Dataset items
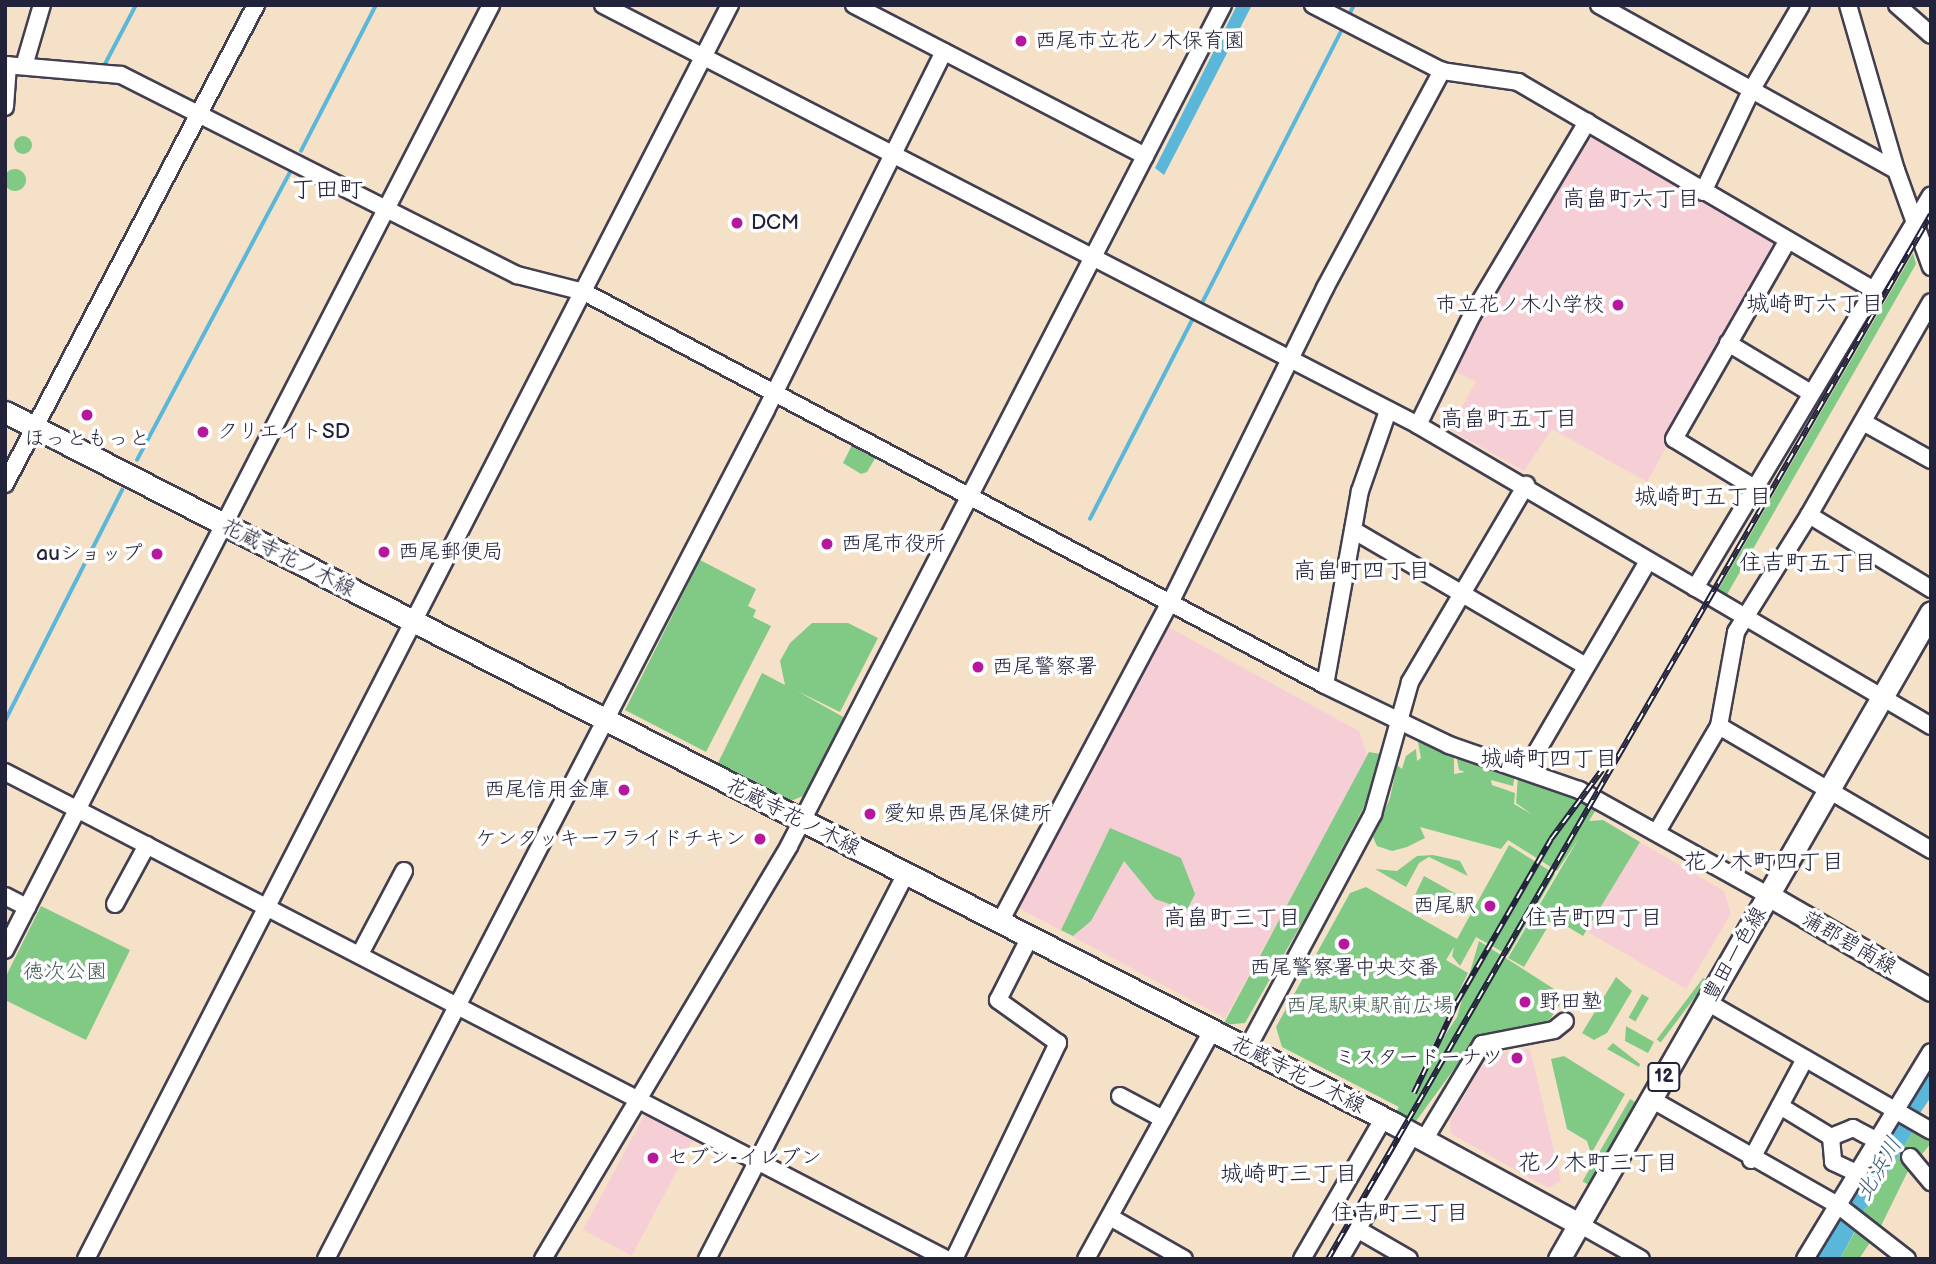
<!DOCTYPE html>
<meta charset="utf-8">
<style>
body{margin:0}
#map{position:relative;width:1936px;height:1264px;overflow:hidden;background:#f5e1c8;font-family:"Balsamiq Sans","Klee One",sans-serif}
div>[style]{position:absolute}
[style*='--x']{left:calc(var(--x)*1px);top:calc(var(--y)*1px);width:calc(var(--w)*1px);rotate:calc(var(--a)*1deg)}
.built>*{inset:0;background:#f6cfd6;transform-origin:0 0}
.green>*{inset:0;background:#81ca86;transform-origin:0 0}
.round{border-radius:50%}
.water>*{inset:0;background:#5bb7d9}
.stream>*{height:3.5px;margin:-1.75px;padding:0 1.75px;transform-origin:1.75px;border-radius:1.75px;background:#5bb7d9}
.roads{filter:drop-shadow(2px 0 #423f50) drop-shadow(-2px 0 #423f50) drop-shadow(0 2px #423f50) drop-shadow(0 -2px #423f50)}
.minor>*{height:16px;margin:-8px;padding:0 8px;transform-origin:8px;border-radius:8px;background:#fff}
.major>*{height:21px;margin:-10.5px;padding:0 10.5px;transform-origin:10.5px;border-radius:10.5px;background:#fff}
.rail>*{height:6px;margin-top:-3px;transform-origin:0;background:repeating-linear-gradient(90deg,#fff 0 10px,#22223b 0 20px);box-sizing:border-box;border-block:2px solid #22223b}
.dots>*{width:19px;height:19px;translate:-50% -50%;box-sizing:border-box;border:4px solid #fff;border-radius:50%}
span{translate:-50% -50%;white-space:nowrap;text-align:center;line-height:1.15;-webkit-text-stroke:7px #fff;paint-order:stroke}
.shield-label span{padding:2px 5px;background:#fff;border:2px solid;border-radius:5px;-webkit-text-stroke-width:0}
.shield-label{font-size:19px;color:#22223b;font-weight:700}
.poi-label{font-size:21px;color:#22223b}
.left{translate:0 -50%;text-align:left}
.right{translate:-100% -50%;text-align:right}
.street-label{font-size:21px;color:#22223b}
.park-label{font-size:21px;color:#435d55}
.neighbourhood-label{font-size:23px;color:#22223b}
.water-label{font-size:23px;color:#395e7a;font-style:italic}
.quarter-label{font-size:24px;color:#22223b}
.frame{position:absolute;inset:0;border:7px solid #22223b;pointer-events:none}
</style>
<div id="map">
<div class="built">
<div style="clip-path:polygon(1589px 128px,1782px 240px,1647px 482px,1552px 429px,1524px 471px,1449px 429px,1476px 382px,1453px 370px)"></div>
<div style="clip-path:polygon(1161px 623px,1359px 731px,1368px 758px,1225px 1018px,1015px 906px)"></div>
<div style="clip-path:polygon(1640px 842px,1724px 891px,1731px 914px,1686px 989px,1586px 931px)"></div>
<div style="clip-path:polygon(1530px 1048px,1561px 1181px,1548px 1188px,1451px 1134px,1450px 1120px,1488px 1055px)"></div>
<div style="left:648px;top:1108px;width:55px;height:138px;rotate:28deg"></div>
</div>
<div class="green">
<div class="round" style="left:14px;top:136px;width:18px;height:18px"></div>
<div class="round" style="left:4px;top:169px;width:22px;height:22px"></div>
<div style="clip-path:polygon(1913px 253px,1916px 264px,1725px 598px,1717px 592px)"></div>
<div style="clip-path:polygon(852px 445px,876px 457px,867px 472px,861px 474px,843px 463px)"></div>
<div style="clip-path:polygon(700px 560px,756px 589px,748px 606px,756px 610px,753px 617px,771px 626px,706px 752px,625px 710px)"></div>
<div style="clip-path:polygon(812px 623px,848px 623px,878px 638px,840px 712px,797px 691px,845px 718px,803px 796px,786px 803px,716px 767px,762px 673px,785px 685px,780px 661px,790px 643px)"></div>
<div style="clip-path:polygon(1418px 742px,1454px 754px,1454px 774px,1465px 772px,1459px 770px,1456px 754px,1515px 774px,1513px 786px,1491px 780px,1492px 785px,1515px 793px,1514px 804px,1533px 815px,1516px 803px,1518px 776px,1599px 805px,1589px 821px,1603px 820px,1640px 842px,1583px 936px,1553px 918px,1524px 967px,1508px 958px,1579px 838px,1557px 871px,1508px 840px,1501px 849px,1420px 827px,1425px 838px,1407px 847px,1392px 851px,1377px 846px,1373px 837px,1390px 798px,1397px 765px,1402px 769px,1406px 756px,1416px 749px,1417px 761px,1421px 758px)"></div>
<div style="clip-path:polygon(1369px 752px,1381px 754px,1372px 792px,1307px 914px,1245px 1023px,1223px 1025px)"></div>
<div style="clip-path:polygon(1110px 828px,1181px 858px,1195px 894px,1187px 910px,1155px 899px,1124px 861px,1091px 921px,1073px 936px,1061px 930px)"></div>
<div style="clip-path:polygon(1509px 845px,1555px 874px,1508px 955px,1476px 937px,1460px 966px,1452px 956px,1454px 947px,1446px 960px,1468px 973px,1417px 1078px,1457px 1017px,1479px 941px,1565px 996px,1551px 1018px,1539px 1027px,1476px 1039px,1411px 1128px,1392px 1118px,1399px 1107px,1282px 1047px,1276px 1027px,1350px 893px,1366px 887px,1457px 939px)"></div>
<div style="clip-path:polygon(1433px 855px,1460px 861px,1468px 876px,1429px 857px,1419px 863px,1406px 887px,1375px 869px,1397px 871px,1417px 856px)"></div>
<div style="clip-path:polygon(1424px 876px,1458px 895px,1445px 903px,1415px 895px)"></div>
<div style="clip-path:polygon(41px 906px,130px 950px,86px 1040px,5px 1000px,5px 978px)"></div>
<div style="clip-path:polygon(1616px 977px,1632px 991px,1607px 1033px,1594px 1040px,1582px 1033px)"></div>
<div style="left:1703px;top:978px;width:5px;height:77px;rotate:37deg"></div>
<div style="left:1642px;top:994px;width:8px;height:27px;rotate:30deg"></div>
<div style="clip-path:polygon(1626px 1026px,1654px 1042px,1648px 1053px,1625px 1041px)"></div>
<div style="clip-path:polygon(1613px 1043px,1640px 1064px,1639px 1067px,1607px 1049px)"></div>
<div style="clip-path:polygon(1564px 1056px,1625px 1094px,1591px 1154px,1587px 1141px,1567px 1129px,1551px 1059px)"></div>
<div style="left:1630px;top:1099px;width:8px;height:95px;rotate:30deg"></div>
<div style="clip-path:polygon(1917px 1125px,1931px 1133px,1931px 1143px,1907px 1173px,1880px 1228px,1860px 1217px)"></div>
<div style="clip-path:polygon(1857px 1228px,1873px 1238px,1859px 1259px,1840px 1259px)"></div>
</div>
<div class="water">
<div style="clip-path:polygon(1237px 5px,1252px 5px,1164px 175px,1155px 168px)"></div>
<div style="clip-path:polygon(1931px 1063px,1931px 1097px,1918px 1116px,1903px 1108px)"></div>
<div style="clip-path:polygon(1899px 1117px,1917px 1125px,1860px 1217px,1848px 1207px)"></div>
<div style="clip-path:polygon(1840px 1215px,1857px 1227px,1840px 1259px,1816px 1259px)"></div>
</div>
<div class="stream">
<div style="--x:1347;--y:19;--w:16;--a:-63"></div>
<div style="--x:104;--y:66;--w:69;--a:-62.3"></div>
<div style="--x:301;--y:151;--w:164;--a:-62.8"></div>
<div style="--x:1199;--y:309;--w:318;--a:-62.9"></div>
<div style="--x:137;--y:460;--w:328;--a:-62"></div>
<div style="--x:1090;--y:519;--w:229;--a:-62.8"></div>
<div style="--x:5;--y:721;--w:259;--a:-63.1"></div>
</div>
<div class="roads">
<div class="minor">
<div style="--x:603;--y:5;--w:917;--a:27.26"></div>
<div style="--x:1418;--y:425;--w:595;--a:30.4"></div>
<div style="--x:854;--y:5;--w:328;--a:27.4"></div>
<div style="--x:1313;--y:5;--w:145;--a:27.1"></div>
<div style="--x:1442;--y:71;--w:77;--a:8.2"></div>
<div style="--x:1518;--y:82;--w:409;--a:30.3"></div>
<div style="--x:1599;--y:5;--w:340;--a:29.1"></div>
<div style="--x:1848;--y:5;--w:172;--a:73.8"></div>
<div style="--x:1896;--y:170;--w:103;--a:70.2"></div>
<div style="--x:1897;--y:5;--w:45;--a:41.4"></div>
<div style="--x:5;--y:65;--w:116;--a:4.9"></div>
<div style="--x:121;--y:75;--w:444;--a:26.8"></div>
<div style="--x:517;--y:275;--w:69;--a:14.2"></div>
<div style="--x:584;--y:292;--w:839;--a:27.94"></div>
<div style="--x:1325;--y:685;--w:138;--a:25.8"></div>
<div style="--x:1449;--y:745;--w:138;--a:19.1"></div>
<div style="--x:1579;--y:790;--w:216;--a:29.1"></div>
<div style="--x:24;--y:66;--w:64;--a:-73.6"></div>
<div style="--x:5;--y:107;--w:42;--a:-85.9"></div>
<div style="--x:1703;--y:192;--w:114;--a:-64.6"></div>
<div style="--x:1752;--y:89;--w:97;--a:-59.7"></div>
<div style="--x:1728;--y:343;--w:97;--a:31.1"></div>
<div style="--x:1863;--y:422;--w:78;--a:29.2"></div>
<div style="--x:1418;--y:425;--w:123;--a:-63.9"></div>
<div style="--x:1472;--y:315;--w:225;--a:-59.2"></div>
<div style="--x:5;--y:484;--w:541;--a:-62.35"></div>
<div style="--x:1753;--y:487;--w:92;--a:-148.7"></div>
<div style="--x:1674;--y:439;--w:229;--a:-60.2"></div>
<div style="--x:1809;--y:515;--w:143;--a:31.2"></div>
<div style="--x:1353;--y:530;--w:270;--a:30.3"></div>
<div style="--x:1695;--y:588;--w:458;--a:-59"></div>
<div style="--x:1325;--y:685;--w:197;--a:-79.8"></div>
<div style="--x:1360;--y:491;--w:85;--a:-70.7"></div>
<div style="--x:1719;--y:726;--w:246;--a:30.3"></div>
<div style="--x:1526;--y:770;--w:242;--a:-59.7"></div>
<div style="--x:5;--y:772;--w:1060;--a:27.36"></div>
<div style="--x:1658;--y:830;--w:121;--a:-59.6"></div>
<div style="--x:1719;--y:726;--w:96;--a:-79.7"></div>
<div style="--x:1736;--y:632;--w:138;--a:-58"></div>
<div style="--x:1809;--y:515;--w:245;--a:-60.2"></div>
<div style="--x:5;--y:896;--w:25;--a:27"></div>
<div style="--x:115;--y:904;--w:67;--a:-61.5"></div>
<div style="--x:1000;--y:922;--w:364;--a:-62"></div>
<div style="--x:1171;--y:601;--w:349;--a:-63.8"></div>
<div style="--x:1325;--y:288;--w:247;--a:-61.7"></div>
<div style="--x:5;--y:950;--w:1063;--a:-62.78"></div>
<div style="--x:360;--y:954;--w:94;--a:-62.1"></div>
<div style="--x:1707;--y:1002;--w:258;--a:29.9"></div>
<div style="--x:1247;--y:1049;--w:267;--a:-61.8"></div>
<div style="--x:1373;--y:814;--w:137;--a:-74.3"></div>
<div style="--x:1410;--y:682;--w:229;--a:-59.5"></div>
<div style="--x:1120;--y:1096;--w:49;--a:28.1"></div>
<div style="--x:1651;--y:1099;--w:216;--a:29.6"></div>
<div style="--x:1839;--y:1206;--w:86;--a:37.9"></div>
<div style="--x:1780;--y:1106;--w:60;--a:31.3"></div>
<div style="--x:1831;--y:1137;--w:25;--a:85"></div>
<div style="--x:1833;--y:1162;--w:26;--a:25"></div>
<div style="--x:1831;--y:1137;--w:24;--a:-22"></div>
<div style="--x:1853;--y:1128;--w:27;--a:28"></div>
<div style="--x:1424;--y:1140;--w:112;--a:-58.9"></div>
<div style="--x:1482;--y:1044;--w:73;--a:-11"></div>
<div style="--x:1554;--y:1030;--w:14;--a:-39"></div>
<div style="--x:1910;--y:1157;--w:33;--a:50"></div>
<div style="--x:1751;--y:1160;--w:115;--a:-61.9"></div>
<div style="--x:1110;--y:1217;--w:85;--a:29.6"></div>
<div style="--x:1579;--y:1224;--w:71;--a:29.4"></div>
<div style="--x:1357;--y:1229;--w:60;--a:30"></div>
<div style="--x:86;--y:1259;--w:1410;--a:-62.82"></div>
<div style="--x:326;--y:1259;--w:956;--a:-62.6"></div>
<div style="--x:766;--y:410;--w:400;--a:-63.6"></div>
<div style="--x:543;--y:1259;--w:481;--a:-59.2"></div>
<div style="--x:789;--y:846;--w:946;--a:-62.7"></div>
<div style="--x:707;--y:1259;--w:433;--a:-62.7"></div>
<div style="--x:954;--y:1259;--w:240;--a:-64.3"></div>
<div style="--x:1058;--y:1043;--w:74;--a:-144.4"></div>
<div style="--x:998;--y:1000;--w:71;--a:-63.1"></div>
<div style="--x:1086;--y:1259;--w:260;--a:-61.1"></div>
<div style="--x:1302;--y:1259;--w:162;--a:-59.9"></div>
<div style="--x:1340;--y:1259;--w:145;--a:-59.7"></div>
<div style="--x:1805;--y:1259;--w:242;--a:-58.7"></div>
</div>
<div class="major">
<div style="--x:5;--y:412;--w:1560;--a:27.12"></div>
<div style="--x:1393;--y:1123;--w:212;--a:28.5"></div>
<div style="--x:1768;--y:895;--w:189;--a:30.2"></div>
<div style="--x:1559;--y:1259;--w:746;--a:-60.1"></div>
</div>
</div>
<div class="rail">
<div style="--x:1414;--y:1093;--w:101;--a:-64.7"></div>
<div style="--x:1457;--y:1002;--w:188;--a:-60"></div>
<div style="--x:1551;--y:839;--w:86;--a:-53.5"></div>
<div style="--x:1328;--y:1259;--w:1206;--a:-60.01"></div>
</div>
<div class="dots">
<div style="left:1021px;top:41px;background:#b5179e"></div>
<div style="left:737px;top:223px;background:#b5179e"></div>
<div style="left:1618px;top:305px;background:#b5179e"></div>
<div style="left:87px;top:415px;background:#b5179e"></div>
<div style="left:203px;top:432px;background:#b5179e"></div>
<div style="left:827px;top:544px;background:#b5179e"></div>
<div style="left:384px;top:552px;background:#b5179e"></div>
<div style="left:157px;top:554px;background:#b5179e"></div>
<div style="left:978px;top:667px;background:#b5179e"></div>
<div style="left:624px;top:790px;background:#b5179e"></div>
<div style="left:870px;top:814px;background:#b5179e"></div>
<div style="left:760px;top:839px;background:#b5179e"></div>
<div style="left:1490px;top:906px;background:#b5179e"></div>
<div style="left:1344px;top:944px;background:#b5179e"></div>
<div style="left:1525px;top:1002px;background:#b5179e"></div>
<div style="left:1517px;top:1058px;background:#b5179e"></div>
<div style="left:653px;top:1158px;background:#b5179e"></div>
</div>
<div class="shield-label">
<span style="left:1664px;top:1077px">12</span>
</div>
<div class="poi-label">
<span class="left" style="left:1035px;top:41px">西尾市立花ノ木保育園</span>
<span class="left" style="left:751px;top:223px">DCM</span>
<span class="right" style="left:1604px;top:305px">市立花ノ木小学校</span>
<span class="left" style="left:217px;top:432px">クリエイトSD</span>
<span style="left:87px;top:439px">ほっともっと</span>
<span class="left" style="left:841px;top:544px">西尾市役所</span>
<span class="left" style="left:398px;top:552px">西尾郵便局</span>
<span class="right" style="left:143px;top:554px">auショップ</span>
<span class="left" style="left:992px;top:667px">西尾警察署</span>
<span class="right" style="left:610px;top:790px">西尾信用金庫</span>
<span class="left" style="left:884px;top:814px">愛知県西尾保健所</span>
<span class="right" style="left:746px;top:839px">ケンタッキーフライドチキン</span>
<span class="right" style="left:1476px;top:906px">西尾駅</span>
<span style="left:1344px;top:968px">西尾警察署中央交番</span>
<span class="left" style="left:1539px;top:1002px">野田塾</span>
<span class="right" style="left:1503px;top:1058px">ミスタードーナツ</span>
<span class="left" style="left:667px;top:1158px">セブン-イレブン</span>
</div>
<div class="street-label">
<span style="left:288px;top:558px;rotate:27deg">花蔵寺花ノ木線</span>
<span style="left:793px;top:817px;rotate:27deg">花蔵寺花ノ木線</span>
<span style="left:1849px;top:943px;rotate:30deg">蒲郡碧南線</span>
<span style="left:1735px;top:954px;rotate:-60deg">豊田一色線</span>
<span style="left:1298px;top:1075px;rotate:27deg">花蔵寺花ノ木線</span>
</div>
<div class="park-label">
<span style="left:65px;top:972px">徳次公園</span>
<span style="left:1370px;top:1006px">西尾駅東駅前広場</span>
</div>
<div class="neighbourhood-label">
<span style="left:1631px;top:199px">高畠町六丁目</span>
<span style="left:1815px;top:304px">城崎町六丁目</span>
<span style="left:1509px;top:419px">高畠町五丁目</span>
<span style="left:1703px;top:497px">城崎町五丁目</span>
<span style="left:1808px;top:563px">住吉町五丁目</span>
<span style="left:1362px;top:571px">高畠町四丁目</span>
<span style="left:1549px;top:759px">城崎町四丁目</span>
<span style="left:1764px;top:862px">花ノ木町四丁目</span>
<span style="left:1232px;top:918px">高畠町三丁目</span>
<span style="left:1594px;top:918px">住吉町四丁目</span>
<span style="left:1598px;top:1163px">花ノ木町三丁目</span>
<span style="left:1289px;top:1174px">城崎町三丁目</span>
<span style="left:1400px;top:1213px">住吉町三丁目</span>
</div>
<div class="water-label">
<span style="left:1879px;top:1169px;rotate:-60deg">北浜川</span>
</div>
<div class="quarter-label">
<span style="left:327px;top:190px">丁田町</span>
</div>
<div class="frame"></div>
</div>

- **Exercise objective**
Extract all lines of the records above that include "stream".

- **Answer space**
.stream>*{height:3.5px;margin:-1.75px;padding:0 1.75px;transform-origin:1.75px;border-radius:1.75px;background:#5bb7d9}
<div class="stream">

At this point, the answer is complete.